- Theatrical release poster
- Directed by: David Hillenbrand; Scott Hillenbrand;
- Written by: Patrick Casey; Worm Miller;
- Produced by: David Hillenbrand; Scott Hillenbrand; Sanford Hampton;
- Starring: Tatyana Ali; Boti Bliss; James DeBello; Marieh Delfino; Tony Denman; Danielle Fishel; Courtney Gains; Edwin Hodge; Jennifer Lyons; Chris Owen; Patrick Renna; Cameron Richardson; Randy Spelling;
- Cinematography: Philip D. Schwartz
- Edited by: Dave O'Brien
- Music by: David Hillenbrand
- Distributed by: Showcase Entertainment
- Release date: September 26, 2003;
- Running time: 96 minutes
- Country: United States
- Language: English
- Box office: $436,365

= National Lampoon Presents Dorm Daze =

National Lampoon Presents Dorm Daze is a 2003 American comedy film directed by David and Scott Hillenbrand and written by Patrick Casey and Worm Miller. The film showcases many new and largely then-unknown actors and actresses, including Tony Denman, Tatyana Ali, Patrick Renna, Chris Owen, Marie-Noelle Marquis, Danielle Fishel, and Cameron Richardson.

==Plot==

At Billingsley University, students in the McMartin Hall dorm prepare for Christmas break. Styles hires a prostitute named Dominique to take the virginity of his younger brother Booker, who is faithful to his girlfriend Rachel. Meanwhile, Gerri receives an unexpected handbag containing $30,000 and a note from the sender, Lorenzo, implying it is payment for a job. After calling Lorenzo, she realizes he believes she is professional criminal Britney "The Snake". He insists on meeting her to plan a new heist. Wang is expecting a French exchange student—also named Dominique—but asks friends to watch over her until he returns. Pete lets his friend Cliff stay to recover from a breakup. To avoid interacting with the others, Cliff pretends to only speak French.

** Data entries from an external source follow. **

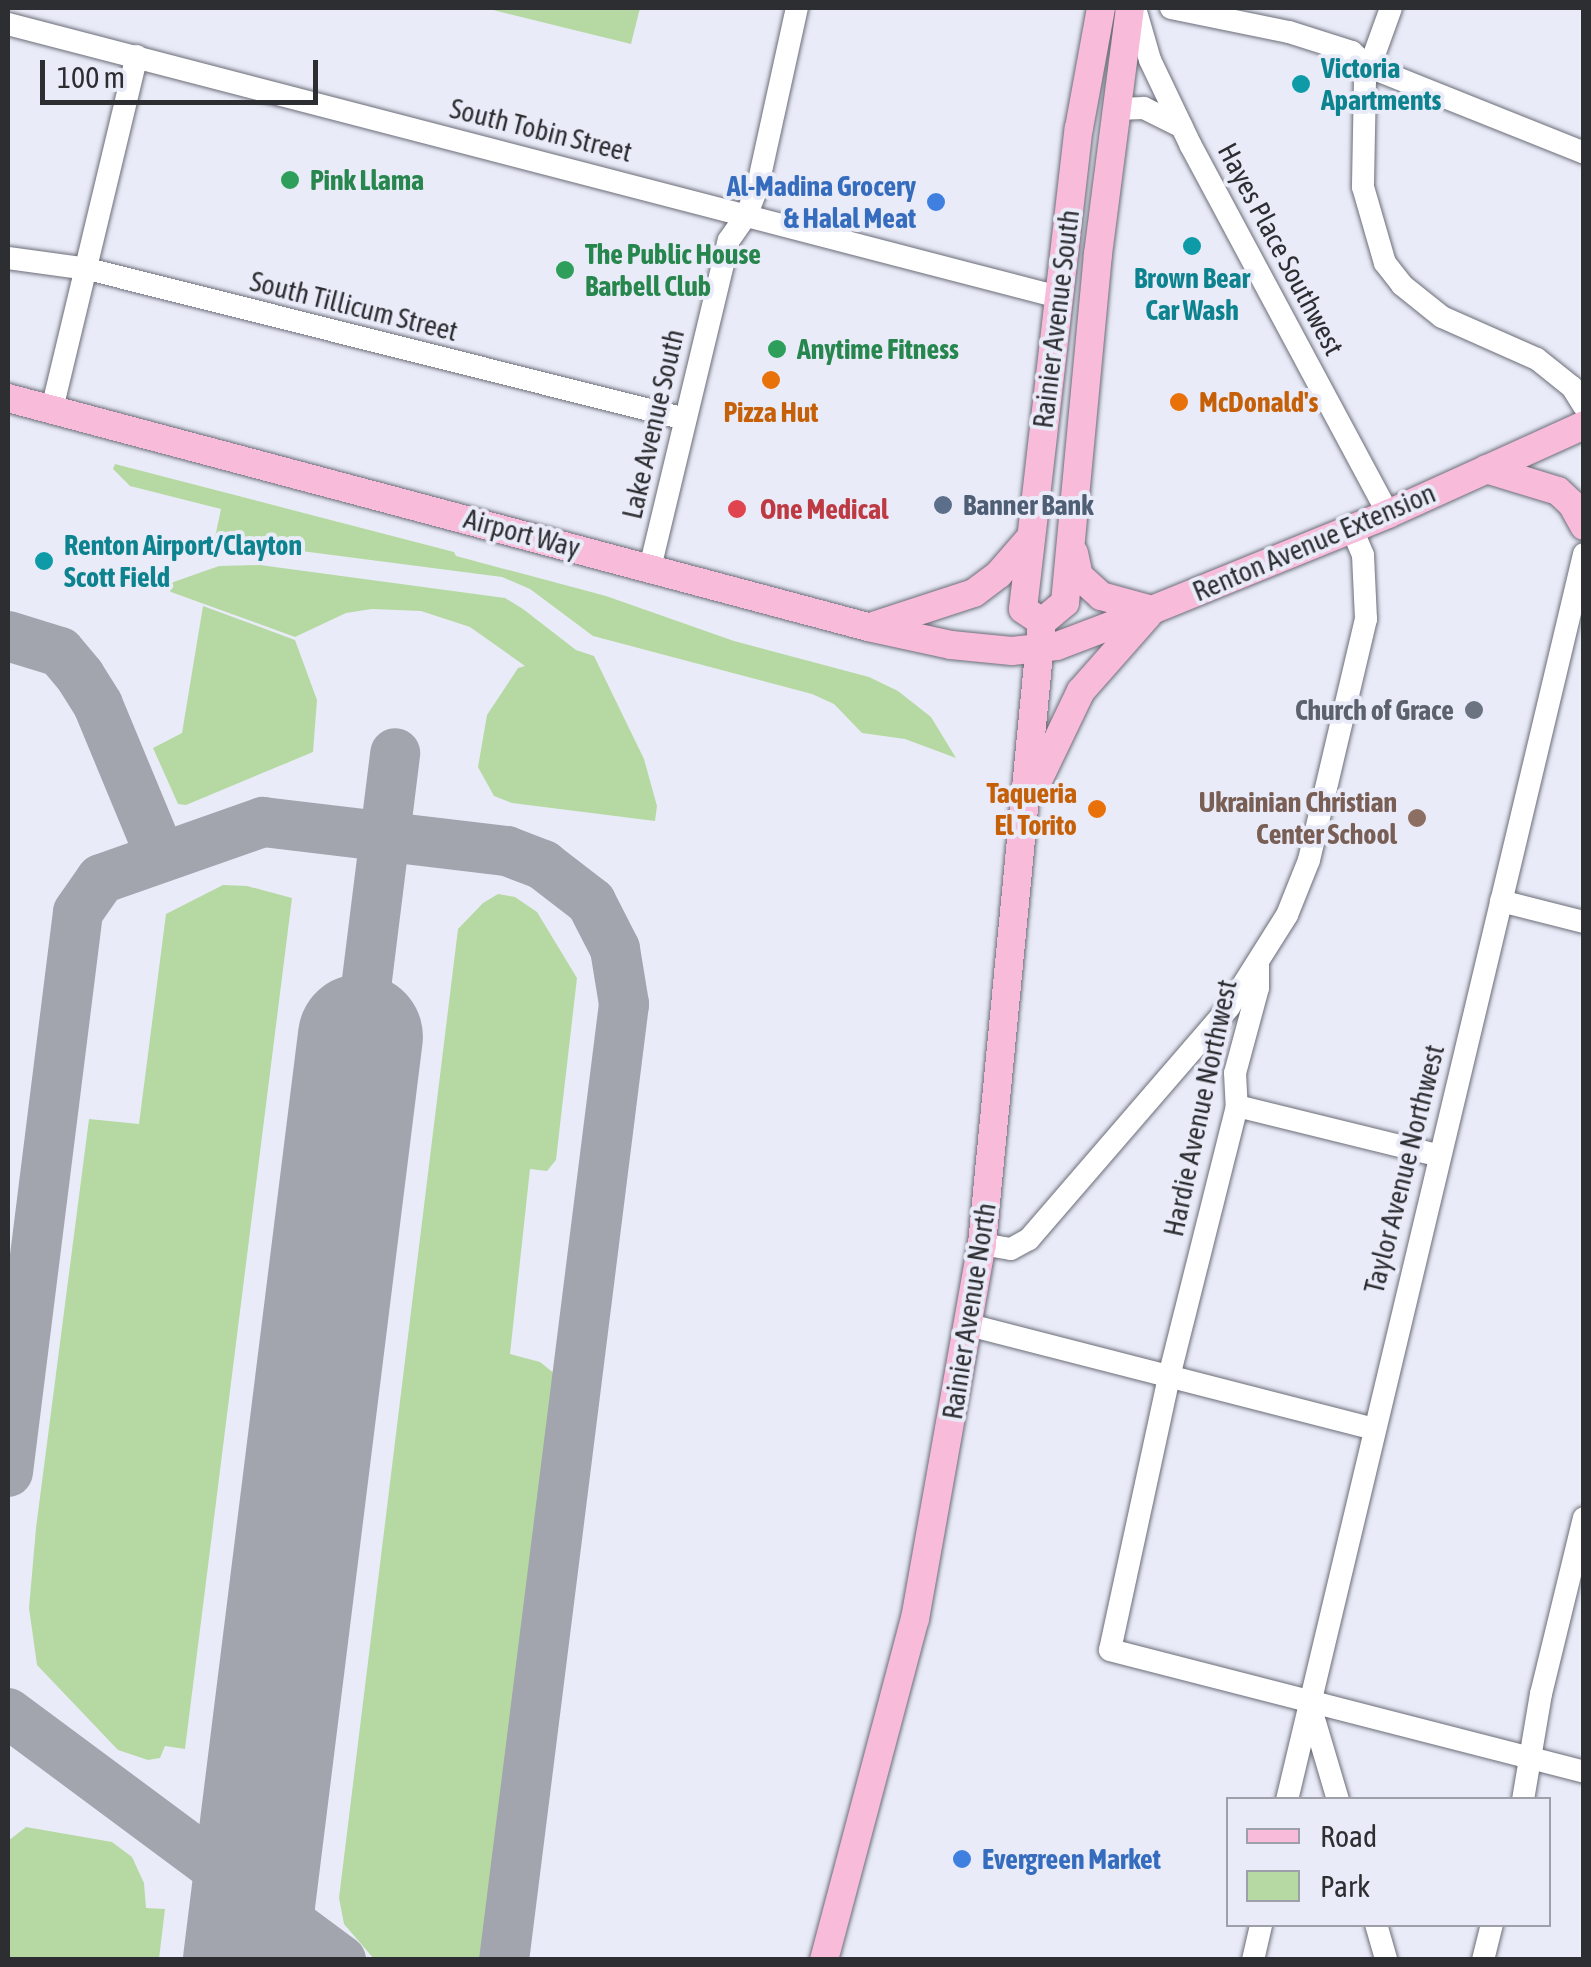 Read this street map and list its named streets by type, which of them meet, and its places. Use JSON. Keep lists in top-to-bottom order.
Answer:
{
  "streets": {
    "main road": [
      "Rainier Avenue South",
      "Airport Way",
      "Renton Avenue Extension",
      "Rainier Avenue North"
    ],
    "street": [
      "South Tobin Street",
      "Hayes Place Southwest",
      "South Tillicum Street",
      "Lake Avenue South",
      "Hardie Avenue Northwest",
      "Taylor Avenue Northwest"
    ]
  },
  "crossings": [
    ["South Tobin Street", "Rainier Avenue South"],
    ["South Tobin Street", "Lake Avenue South"],
    ["Hayes Place Southwest", "Rainier Avenue South"],
    ["Hayes Place Southwest", "Renton Avenue Extension"],
    ["South Tillicum Street", "Lake Avenue South"],
    ["Rainier Avenue South", "Airport Way"],
    ["Rainier Avenue South", "Renton Avenue Extension"],
    ["Rainier Avenue South", "Rainier Avenue North"],
    ["Lake Avenue South", "Airport Way"],
    ["Airport Way", "Renton Avenue Extension"],
    ["Airport Way", "Rainier Avenue North"],
    ["Renton Avenue Extension", "Hardie Avenue Northwest"],
    ["Renton Avenue Extension", "Rainier Avenue North"],
    ["Hardie Avenue Northwest", "Taylor Avenue Northwest"]
  ],
  "places": [
    "Victoria Apartments",
    "Pink Llama",
    "Al-Madina Grocery & Halal Meat",
    "Brown Bear Car Wash",
    "The Public House Barbell Club",
    "Anytime Fitness",
    "Pizza Hut",
    "McDonald's",
    "Banner Bank",
    "One Medical",
    "Renton Airport/Clayton Scott Field",
    "Church of Grace",
    "Taqueria El Torito",
    "Ukrainian Christian Center School",
    "Evergreen Market"
  ],
  "legend": ["Road", "Park"],
  "scale_bar": "100 m"
}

Adrienne avoids the nerdy Newmar, whom she drunkenly kissed the previous night, as she is secretly in love with Foosball, unaware he is gay. Student Dominique arrives, and Styles, assuming she is the prostitute, tries to force her and Booker together. At the same time, Foosball meets prostitute Dominique and assumes she is the exchange student; she plays along, assuming it is part of his fantasy. She eventually realizes the mistake but continues the act after Marla and Lynn threaten to call the police on student Dominique for prostitution.

Claire overhears Tony practicing a dramatic play with Adrienne and believes they are having an affair. Attempts to confront Adrienne fail because Adrienne is avoiding her after she lost Claire's cherished handbag, which resembles Gerri's cash-filled one. Gerri tells Adrienne about the cash in front of Cliff, believing he cannot understand them. Marla and Lynn then pair Cliff with prostitute Dominique, believing they are both French. Upon learning she is the prostitute, Cliff recruits her to help steal the money. Meanwhile, Claire confronts Adrienne about the supposed affair, while Adrienne believes Claire is talking about the lost handbag.

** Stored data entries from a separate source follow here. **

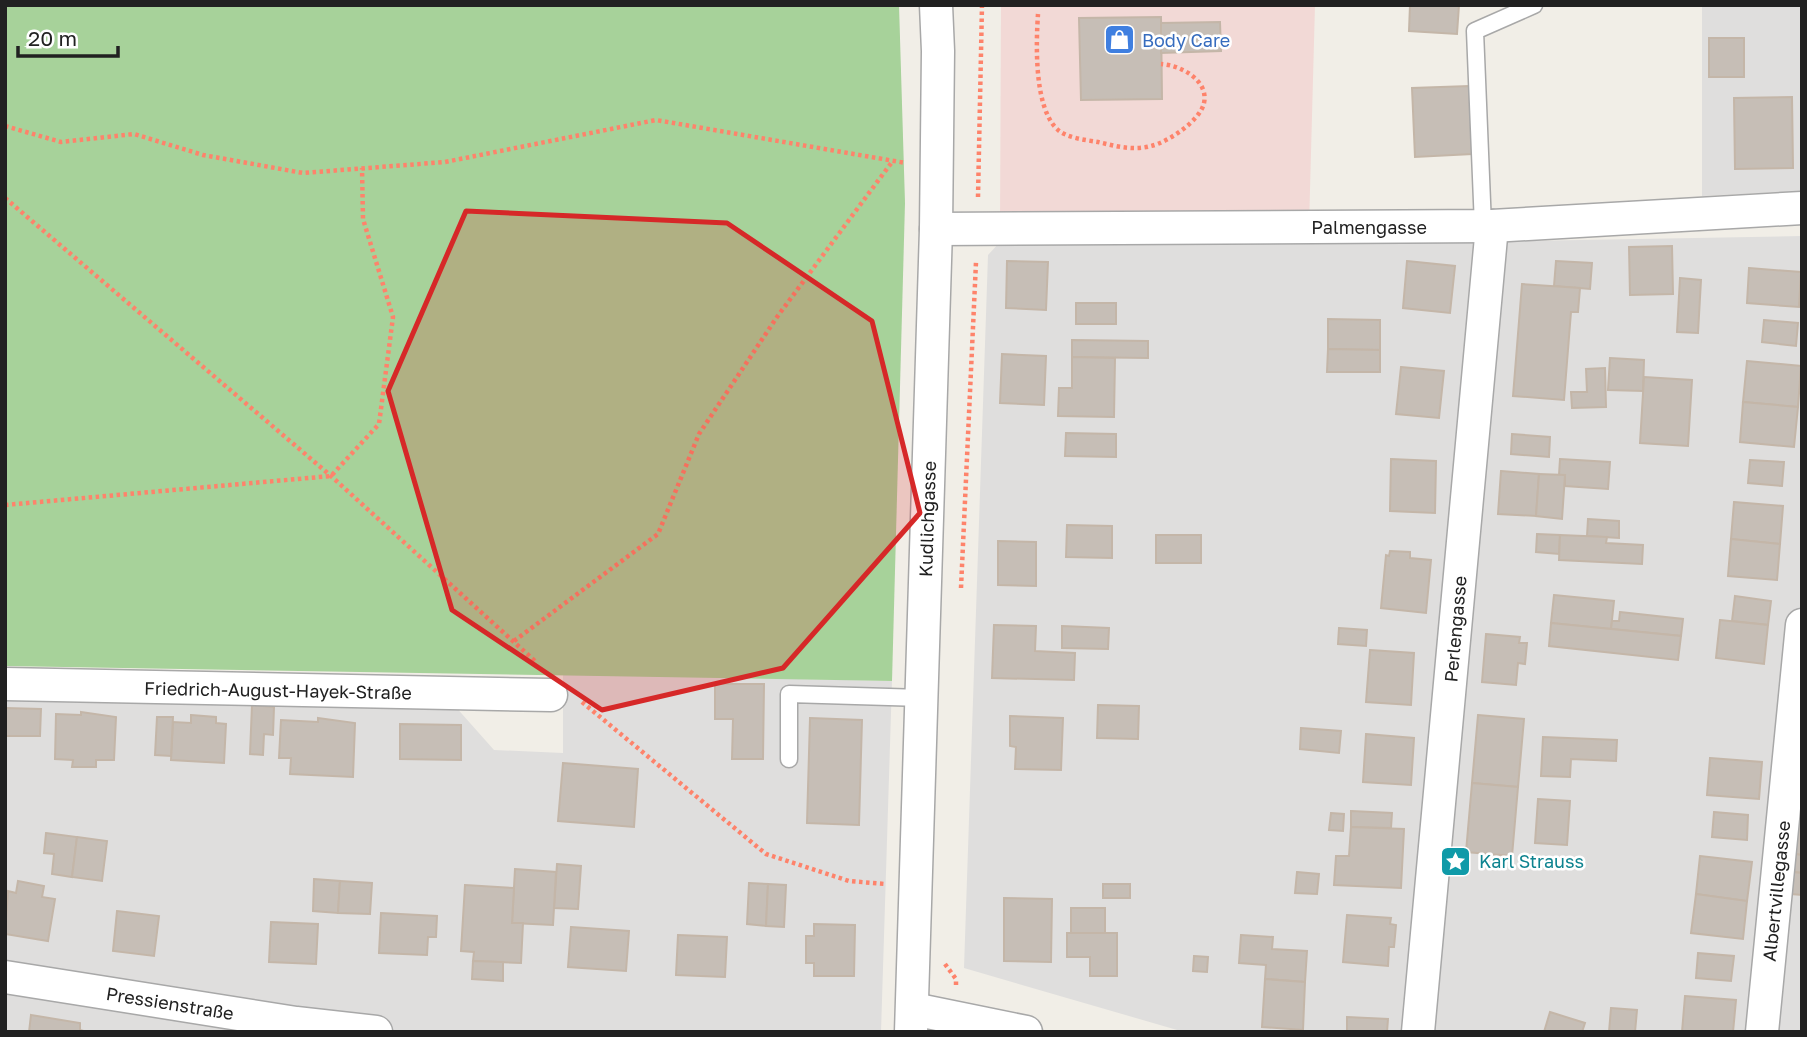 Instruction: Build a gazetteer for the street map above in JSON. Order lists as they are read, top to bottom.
{
  "streets": {
    "street": [
      "Palmengasse",
      "Kudlichgasse",
      "Perlengasse",
      "Friedrich-August-Hayek-Straße",
      "Albertvillegasse",
      "Pressienstraße"
    ]
  },
  "crossings": [
    ["Palmengasse", "Kudlichgasse"],
    ["Palmengasse", "Perlengasse"]
  ],
  "places": {
    "shop": ["Body Care"],
    "place": ["Karl Strauss"]
  },
  "scale_bar": "20 m"
}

Later, Adrienne writes a letter confessing her feelings to Foosball, Newmar writes a love letter to Adrienne, and Cliff writes a note to Gerri demanding the handbag. The letters are accidentally switched: Newmar's letter reaches Foosball, who gently rejects him; Cliff's demand letter reaches Adrienne, who believes Claire wrote it; and Adrienne's confession ends up in Tony's room after Gerri writes a number on the back of it for him, convincing Claire of their affair. Adrienne then learns Foosball is gay and misreads Newmar's letter as a coming-out confession.

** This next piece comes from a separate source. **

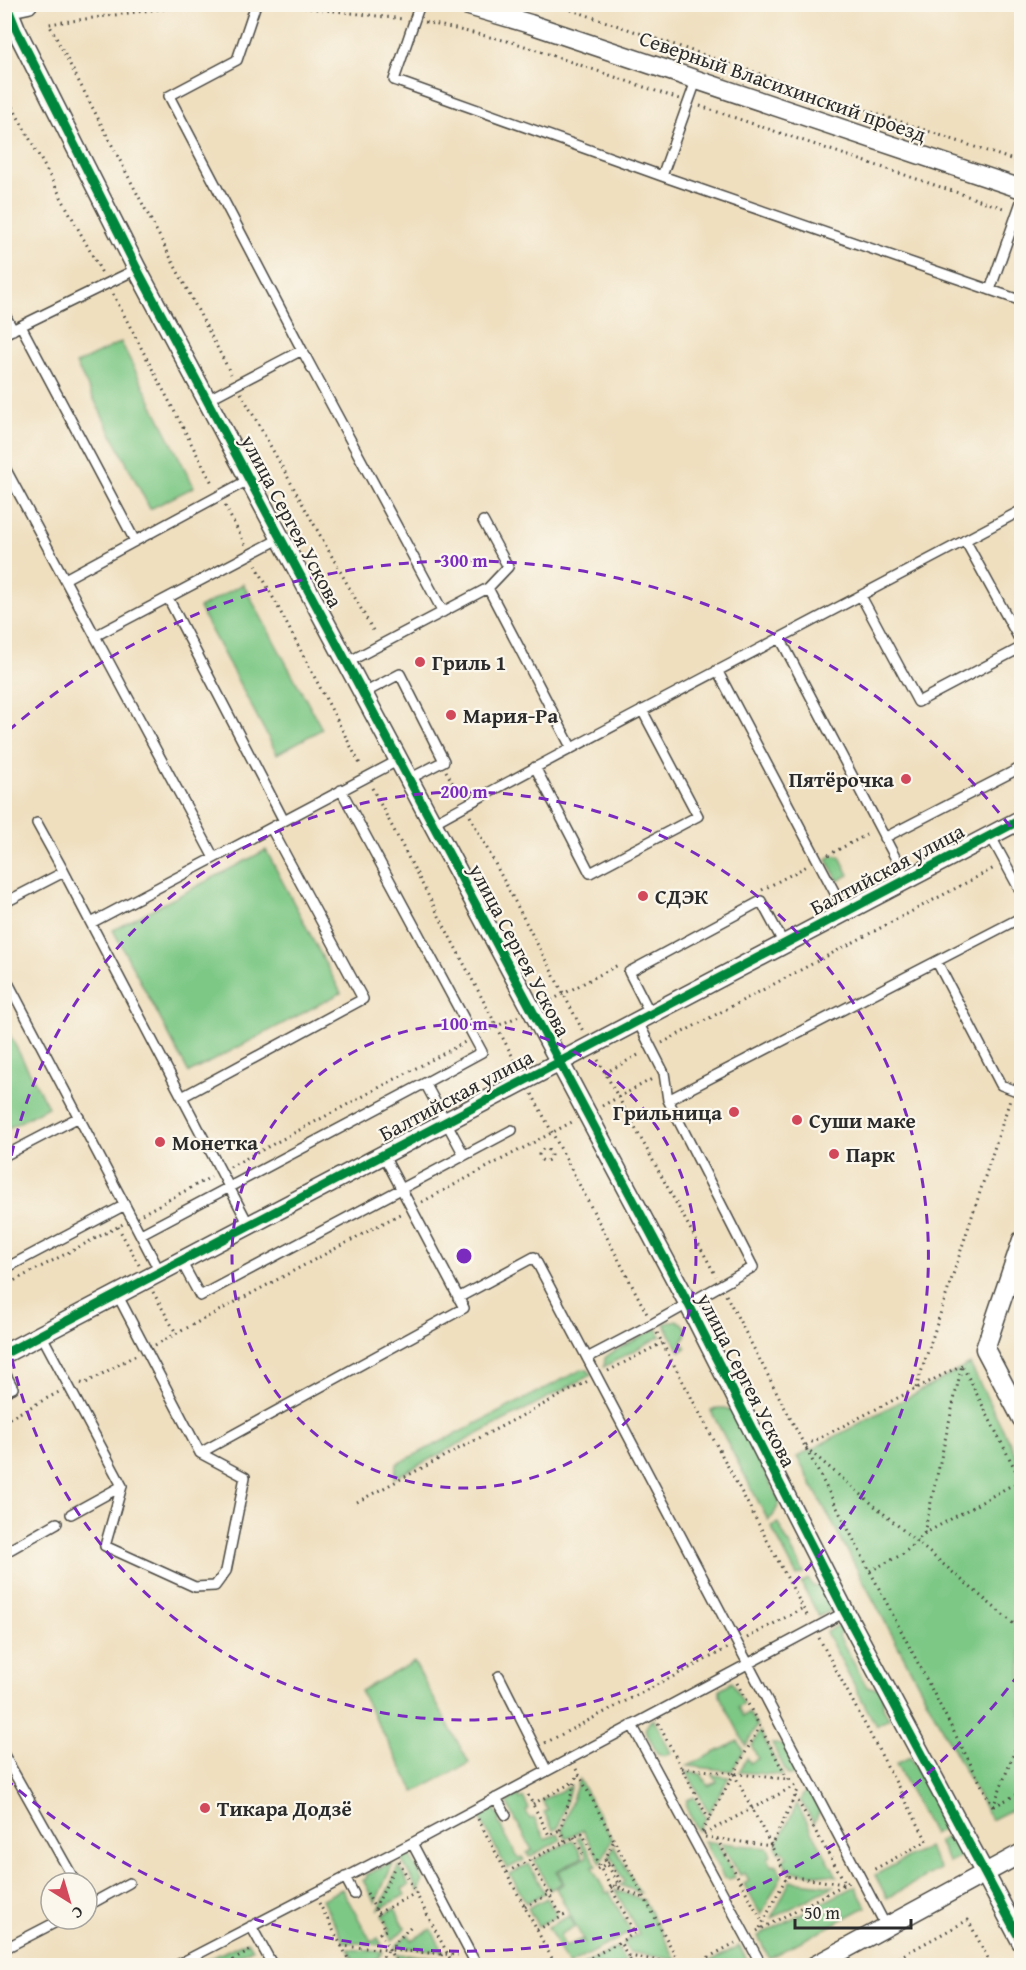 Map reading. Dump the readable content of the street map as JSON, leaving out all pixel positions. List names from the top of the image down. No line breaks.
{"streets":{"street":["Северный Власихинский проезд","улица Сергея Ускова","Балтийская улица"]},"crossings":[["улица Сергея Ускова","Балтийская улица"]],"places":["Гриль 1","Мария-Ра","Пятёрочка","СДЭК","Грильница","Суши маке","Монетка","Парк","Тикара Додзё"],"scale_bar":"50 m","north":"bottom right","rings":["300 m","200 m","100 m"]}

Gerri entrusts Adrienne with the handbag, but, believing it is hers, Claire steals and gives it to Tony. Prostitute Dominique attempts to steal it from Tony, but it is accidentally thrown down the stairs and taken by Styles when he notices the cash. She seduces Styles, handcuffs him, transfers the cash into her own handbag, and tosses it out the window, only for Wang to find and bring it to Newmar, who believes it is the one for which Adrienne is searching.

Police arrive and arrest Lorenzo, who is a wanted criminal, and prostitute Dominique after student Dominique presents her passport. Claire and Tony reconcile after the misunderstandings are cleared. The restrained Styles, having contemplated his mistakes, confesses to Booker that he is a virgin, only for Booker to reveal he and Rachel have now had sex.

Newmar gives the handbag to Adrienne, and confesses his letter was meant for her. They begin a relationship and decide to keep the money. Wang then receives a call revealing the real student Dominique has arrived after being robbed earlier. Outside, "student Dominique" removes her mask—revealing she is "The Snake"—and begins pursuing Adrienne and Newmar.

==Production==
The film was shot on location in California. The three major locations in California used for filming were: Los Angeles, San Diego (including Balboa Park), and Castaic.

==Release==
===Box office===
Dorm Daze opened in a limited release on September 26, 2003, and earned $27,712 in its opening weekend, ranking number 66 in the domestic box office. At the end of its run, closing on October 17, the film had grossed $56,127. Overseas, in Russia, the film fared slightly better, earning $380,238. Worldwide, the film grossed $436,365.

===Critical reception===
On Rotten Tomatoes the film holds a 0% rating based on reviews from 7 critics.

Dorm Daze has developed a following of adolescent teenagers in the years since its release. In response, an unrated version was eventually released.

===Home media===
The film was released on DVD August 10, 2004 and debuted at number twelve on the DVD rental charts bringing in 2.13 million dollars its first week.

==Sequel==
A sequel titled National Lampoon's Dorm Daze 2: College @ Sea was released on DVD September 5, 2006. Several of the principal actors returned for the sequel including Tony Denman, Danielle Fishel and Chris Owen.

A second sequel was produced, but was reworked to be a standalone film before being released as Transylmania on December 4, 2009.